Heute sitzt aber nur ein Tourist alleine auf einer Bank. 

oder

Heute aber sitzt nur ein Tourist alleine auf einer Bank.


----------



## ernest_

The rule is to keep the verb in second position. See here and here.

I think in your sentences the verb is not in second position. You have "nur ein Tourist", then "alleine", then the verb. Here "alleine" is not an adjective that is attached to "Tourist", in that case it should be "ein allein*er* Tourist".

Have in mind that I'm just a learner and could be wrong.


----------



## Hutschi

Nur ein Tourist alleine sitzt auf einer Bank. 

Hier gehört "alleine" zu "nur ein Tourist". ("Allein" belongs to the phrase "nur ein Tourist).
Die Wortgruppe (the phrase) ist "nur ein Tourist alleine". = (Nur ein Tourist und niemand anders) sitzt allein auf der Bank.

Die Grundformen sind: (The base forms are: )
(Er allein) sitzt. - "allein" modifies "er"
(Er sitzt) allein.  - "allein" modifies "er sitzt"

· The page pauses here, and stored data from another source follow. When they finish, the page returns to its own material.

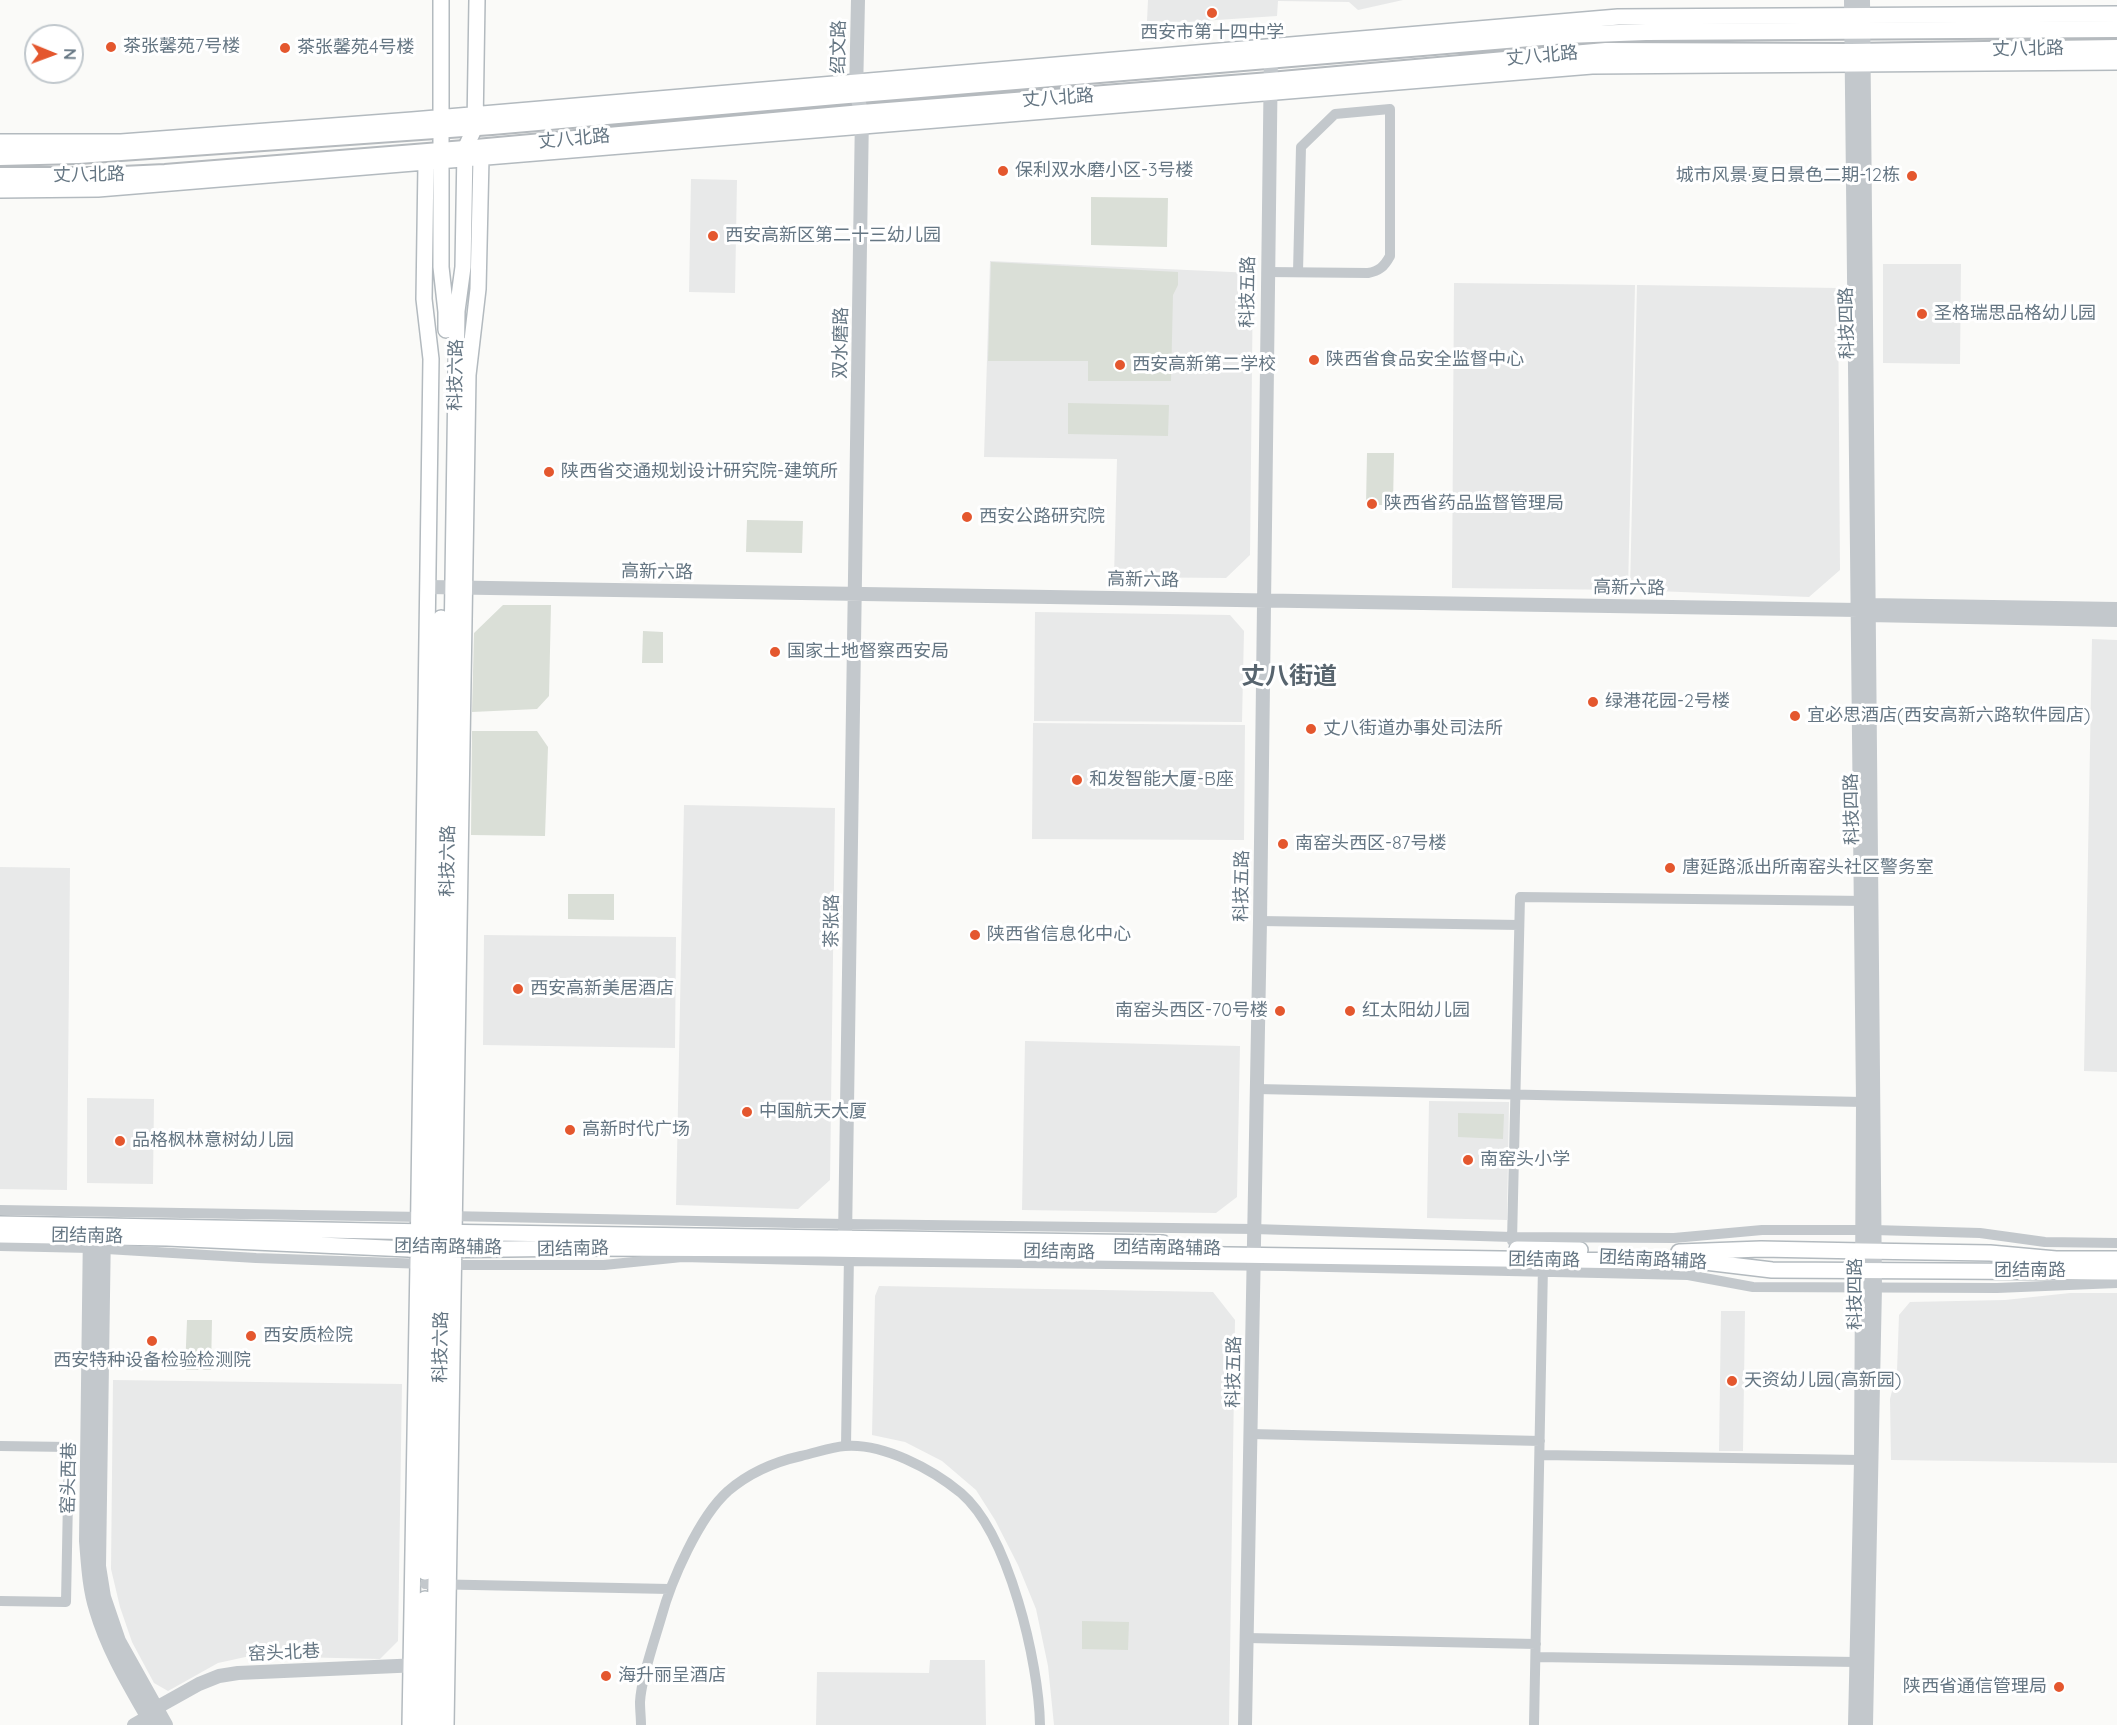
<!DOCTYPE html>
<html>
<head>
<meta charset="utf-8">
<style>
	body { margin:0 }
	#map { position:relative; width:2117px; height:1725px; overflow:hidden; background:#fafaf8; font-family:Quicksand,sans-serif }
	canvas { display:block }
	.north { position:absolute; left:24px; top:24px; width:60px; height:60px; box-sizing:border-box; background:#fff; border:2px solid #c1c8cd; border-radius:50%; rotate:91deg; font-size:16px; font-weight:700; line-height:24px; text-align:center; color:#657683 }
	.north::after { content:''; display:block; margin:auto; width:21px; height:27px; background:#e4572e; clip-path:polygon(50% 0,100% 100%,50% 72%,0 100%) }
</style>
</head>
<body>
<div id="map">
<canvas width="2117" height="1725"></canvas>
<div class="north">N</div>
</div>
<script>
const ctx = document.querySelector('canvas').getContext('2d');
ctx.lineJoin = 'round';
function fillPath(path, color) {
  ctx.fillStyle = color;
  ctx.fill(path, 'evenodd');
}
function strokePath(path, color, width, dash) {
  ctx.strokeStyle = color;
  ctx.lineWidth = width;
  ctx.lineCap = dash ? 'butt' : 'round';
  ctx.setLineDash(dash || []);
  ctx.stroke(path);
}
function write(font, color, halo, rows, align = 'center') {
  ctx.font = font + ' Quicksand,"Noto Sans SC",sans-serif';
  ctx.lineWidth = 6;
  ctx.setLineDash([]);
  ctx.textBaseline = 'middle';
  ctx.strokeStyle = halo;
  ctx.fillStyle = color;
  for (const [text, x, y, turn = 0] of rows) {
    ctx.save();
    ctx.translate(x, y);
    ctx.rotate((+turn || 0) * Math.PI / 180);
    ctx.textAlign = isNaN(turn) ? turn : align;
    if (halo) ctx.strokeText(text, 0, 0);
    ctx.fillText(text, 0, 0);
    ctx.restore();
  }
}
fillPath(new Path2D(`
	M1148,0H1403L1358,10L1349,2L1278,1L1277,16L1187,22L1147,21Z
	M691,179L737,180L735,293L689,292Z
	M990,261L1253,273L1250,555L1226,578L1114,577L1117,459L984,457Z
	M1883,264H1961L1960,364L1883,363Z
	M1454,283L1635,285L1628,590L1452,588Z
	M1637,285L1838,288L1840,570L1809,597L1630,590Z
	M1035,612L1230,615L1244,631L1242,722L1034,721Z
	M2092,639L2117,640V1072L2084,1071Z
	M1033,723L1245,725L1244,840L1032,839Z
	M684,805L835,808L830,1180L798,1209L676,1205Z
	M0,867L70,868L67,1190L0,1189Z
	M484,935L676,937L675,1048L483,1045Z
	M1025,1041L1240,1046L1237,1197L1216,1213L1022,1210Z
	M87,1098L154,1099L153,1184L87,1183Z
	M1429,1101L1509,1102L1507,1220L1427,1218Z
	M879,1286L1213,1292L1235,1320L1229,1725H1054L1048,1666L1036,1609L1018,1565L995,1520L976,1490L942,1461L905,1442L872,1435L875,1296Z
	M2070,1293H2117V1463L1891,1460L1890,1399L1897,1371L1899,1315L1910,1302L2005,1300Z
	M1721,1311H1745L1743,1451H1719Z
	M113,1380L402,1384L398,1641L380,1659L250,1656L218,1663L168,1691L154,1683L132,1642L120,1607L111,1569Z
	M930,1660H985L986,1725H816L817,1672L929,1673Z`), '#e8e9e9');
fillPath(new Path2D(`
	M1091,197L1168,198L1167,247L1091,245Z
	M991,262L1178,272V285L1173,295L1171,381H1088V361H988Z
	M1068,403L1169,405L1168,436L1068,434Z
	M1367,453H1394L1393,505H1366Z
	M747,520L803,521L802,553L746,552Z
	M503,605H551L549,696L537,709L472,712L474,633Z
	M643,631L663,632V663H642Z
	M472,731H537L548,747L545,836L471,835Z
	M568,894H614V920L568,919Z
	M1458,1113L1504,1114L1503,1139L1458,1137Z
	M187,1320H212L211,1370H185Z
	M1082,1621L1129,1622L1128,1650L1082,1649Z`), '#dadfd7');
const secondary = new Path2D(`
	M441,0V267L446,312V330
	M0,142H121L412,120L1618,17L2117,14
	M0,190L98,189L1592,66L2117,62
	M0,1224L430,1232L1163,1243
	M0,1235L167,1238L430,1250L584,1248L819,1249L1705,1262L1772,1270L2117,1272
	M1517,1249L1580,1250
	M1679,1252L1761,1249L1863,1251L1990,1253L2056,1259H2117
	M425,1572L441,618
	M410,1725L418,1262L431,359L424,299L426,163L433,158
	M423,1725L425,1599
	M433,1725L443,1250L457,311L463,267L465,149L475,127L477,0
	M446,1725L468,375L478,289L481,158L475,155`);
const primary = new Path2D(`
	M0,157L78,155L492,126L836,96L1566,35L1646,32L2117,29
	M0,176H101L165,173L465,149L862,113L1270,81L1606,51L1851,52L2117,48`);
strokePath(secondary, '#b3babf', 18);
strokePath(primary, '#b5babe', 20);
strokePath(new Path2D(`
	M1267,272L1368,273C1379,271 1384,267 1390,256V109L1335,114L1301,147L1298,272
	M1260,921L1519,925
	M1257,1089L1863,1102
	M0,1210L423,1217
	M448,1216L845,1224L1254,1229L1512,1237L1674,1238L1762,1230H1874L1980,1233L2045,1242L2117,1243
	M1512,1241L1520,897L1867,901
	M0,1246L90,1248L256,1258L425,1264
	M447,1265H604L682,1257L845,1261L1284,1266L1688,1275L1753,1287L1997,1288L2117,1283
	M1251,1434L1540,1441
	M0,1446L69,1447L66,1602L0,1601
	M846,1446L849,1254
	M1541,1455L1861,1460
	M425,1584L669,1589
	M1247,1638L1536,1644
	M1536,1657L1856,1662
	M641,1725C641,1718 640,1710 640,1702C641,1679 654,1642 661,1618C671,1581 699,1517 728,1491C749,1473 774,1462 801,1456C815,1453 831,1447 845,1446C883,1443 932,1469 961,1493C1009,1534 1039,1663 1040,1725
	M1534,1725L1543,1266`), '#c3c8cc', 10);
strokePath(new Path2D(`
	M1851,0L1863,1102L1861,1460L1855,1725
	M1863,0L1875,1286L1866,1725
	M428,587L1858,610L1868,615L2117,620
	M1862,608L1868,605L2117,609
	M90,1228L86,1541C88,1564 89,1588 96,1610C108,1651 131,1688 152,1725
	M104,1228L99,1566L104,1597L119,1641L166,1725
	M849,1247L845,1238L862,113L856,94L858,0
	M134,1725L148,1717L156,1708L199,1684L219,1676L238,1673L420,1665
	M1245,1725L1260,921L1271,50`), '#c3c8cc', 14);
strokePath(secondary, '#fff', 15);
strokePath(primary, '#fff', 16);
for (const [x, y, r, color] of [
	[1212,13,6,"#e4572e"],
	[111,47,6,"#e4572e"],
	[285,48,6,"#e4572e"],
	[1003,171,6,"#e4572e"],
	[1912,176,6,"#e4572e"],
	[713,236,6,"#e4572e"],
	[1922,314,6,"#e4572e"],
	[1314,360,6,"#e4572e"],
	[1120,365,6,"#e4572e"],
	[549,472,6,"#e4572e"],
	[1372,504,6,"#e4572e"],
	[967,517,6,"#e4572e"],
	[775,652,6,"#e4572e"],
	[1593,702,6,"#e4572e"],
	[1795,716,6,"#e4572e"],
	[1311,729,6,"#e4572e"],
	[1077,780,6,"#e4572e"],
	[1283,844,6,"#e4572e"],
	[1670,868,6,"#e4572e"],
	[975,935,6,"#e4572e"],
	[518,989,6,"#e4572e"],
	[1280,1011,6,"#e4572e"],
	[1350,1011,6,"#e4572e"],
	[747,1112,6,"#e4572e"],
	[570,1130,6,"#e4572e"],
	[120,1141,6,"#e4572e"],
	[1468,1160,6,"#e4572e"],
	[251,1336,6,"#e4572e"],
	[152,1341,6,"#e4572e"],
	[1732,1381,6,"#e4572e"],
	[606,1676,6,"#e4572e"],
	[2059,1687,6,"#e4572e"]
]) {
  const dot = new Path2D();
  dot.arc(x, y, r, 0, 2 * Math.PI);
  ctx.fillStyle = color;
  ctx.fill(dot);
  strokePath(dot, '#fff', 2);
}
write('18px', '#657683', '#fff', [
	["西安市第十四中学",1212,33,"center"],
	["茶张馨苑7号楼",123,47],
	["茶张馨苑4号楼",297,48],
	["保利双水磨小区-3号楼",1015,171],
	["城市风景·夏日景色二期-12栋",1900,176,"right"],
	["西安高新区第二十三幼儿园",725,236],
	["圣格瑞思品格幼儿园",1934,314],
	["陕西省食品安全监督中心",1326,360],
	["西安高新第二学校",1132,365],
	["陕西省交通规划设计研究院-建筑所",561,472],
	["陕西省药品监督管理局",1384,504],
	["西安公路研究院",979,517],
	["国家土地督察西安局",787,652],
	["绿港花园-2号楼",1605,702],
	["宜必思酒店(西安高新六路软件园店)",1807,716],
	["丈八街道办事处司法所",1323,729],
	["和发智能大厦-B座",1089,780],
	["南窑头西区-87号楼",1295,844],
	["唐延路派出所南窑头社区警务室",1682,868],
	["陕西省信息化中心",987,935],
	["西安高新美居酒店",530,989],
	["南窑头西区-70号楼",1268,1011,"right"],
	["红太阳幼儿园",1362,1011],
	["中国航天大厦",759,1112],
	["高新时代广场",582,1130],
	["品格枫林意树幼儿园",132,1141],
	["南窑头小学",1480,1160],
	["西安质检院",263,1336],
	["西安特种设备检验检测院",152,1361,"center"],
	["天资幼儿园(高新园)",1744,1381],
	["海升丽呈酒店",618,1676],
	["陕西省通信管理局",2047,1687,"right"]
], 'left');
write('18px', '#657683', '#fff', [
	["绍文路",839,47,-89],
	["丈八北路",2028,49,-1],
	["丈八北路",1542,56,-5],
	["丈八北路",1058,98,-4],
	["丈八北路",574,139,-5],
	["丈八北路",89,175,-1],
	["科技五路",1248,292,-89],
	["科技四路",1847,323,-91],
	["双水磨路",841,343,-89],
	["科技六路",456,375,-89],
	["高新六路",657,572,1],
	["高新六路",1143,580,1],
	["高新六路",1629,588,1],
	["科技四路",1852,809,-91],
	["科技六路",448,861,-89],
	["科技五路",1242,886,-89],
	["茶张路",832,921,-89],
	["团结南路",87,1236,1],
	["团结南路辅路",448,1247,1],
	["团结南路辅路",1167,1248,1],
	["团结南路",573,1249,-1],
	["团结南路",1059,1252,1],
	["团结南路",1544,1260,1],
	["团结南路辅路",1653,1260,3],
	["团结南路",2030,1271],
	["科技四路",1856,1294,-90],
	["科技六路",441,1347,-89],
	["科技五路",1234,1372,-89],
	["窑头西巷",69,1478,-89],
	["窑头北巷",284,1653,-3]
]);
write('bold 24px', '#57646e', '#fff', [
	["丈八街道",1289,677]
]);
</script>
</body>
</html>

In beiden Fällen ist das Verb an zweiter Position.
In both sentences the verb is at the second position (of phrases).


----------



## Schlabberlatz

> "ein allein*er* Tourist".


This doesn't work. You'd have to say "ein Tourist, der allein ist" or "ein einsamer Tourist", but that would be stronger - "lonely" instead of just "alone".


----------



## Arukami

Schlabberlatz said:


> This doesn't work. You'd have to say "ein Tourist, der allein ist" or "ein einsamer Tourist", but that would be stronger - "lonely" instead of just "alone".



Or you'd need to use the word "alleinig" and make it "alleiniger Tourist", but this usage is rare so it's probably not an option here.


----------



## loureed4

ernest_ said:


> The rule is to keep the verb in second position. See here and here.
> 
> I think in your sentences the verb is not in second position.



Thanks Ernest. It is not the second position but the second idea. I was confused but I was told so by three different people.


----------



## loureed4

In the sentences I propose as alternative ways to write it:

1- "Aber nur ein Tourist alliene sitzt heute auf einer Bank." 
  2- "Nur Ein Tourist alliene sitzt aber heute auf einer Bank"

The verb is the second idea because "Aber" makes position cero, so, it doesn't count for an idea, as far as I told.


----------



## michael137

loureed4 said:


> In the sentences I propose as alternative ways to write it:
> 
> 1- "Aber nur ein Tourist alliene sitzt heute auf einer Bank."
> 2- "Nur Ein Tourist alliene sitzt aber heute auf einer Bank"
> 
> The verb is the second idea because "Aber" makes position cero, so, it doesn't count for an idea, as far as I told.




Satz 1 ist leider falsch: Richtig: Aber nur ein Tourist sitzt heute alleine auf einer Bank.
Satz 2 ist ebenfalls falsch gebildet: Richtig: Aber nur ein Tourist sitzt heute alleine auf einer Bank.


----------



## loureed4

Michael137, thanks a lot!!

Didn't you write the same exact sentence twice?.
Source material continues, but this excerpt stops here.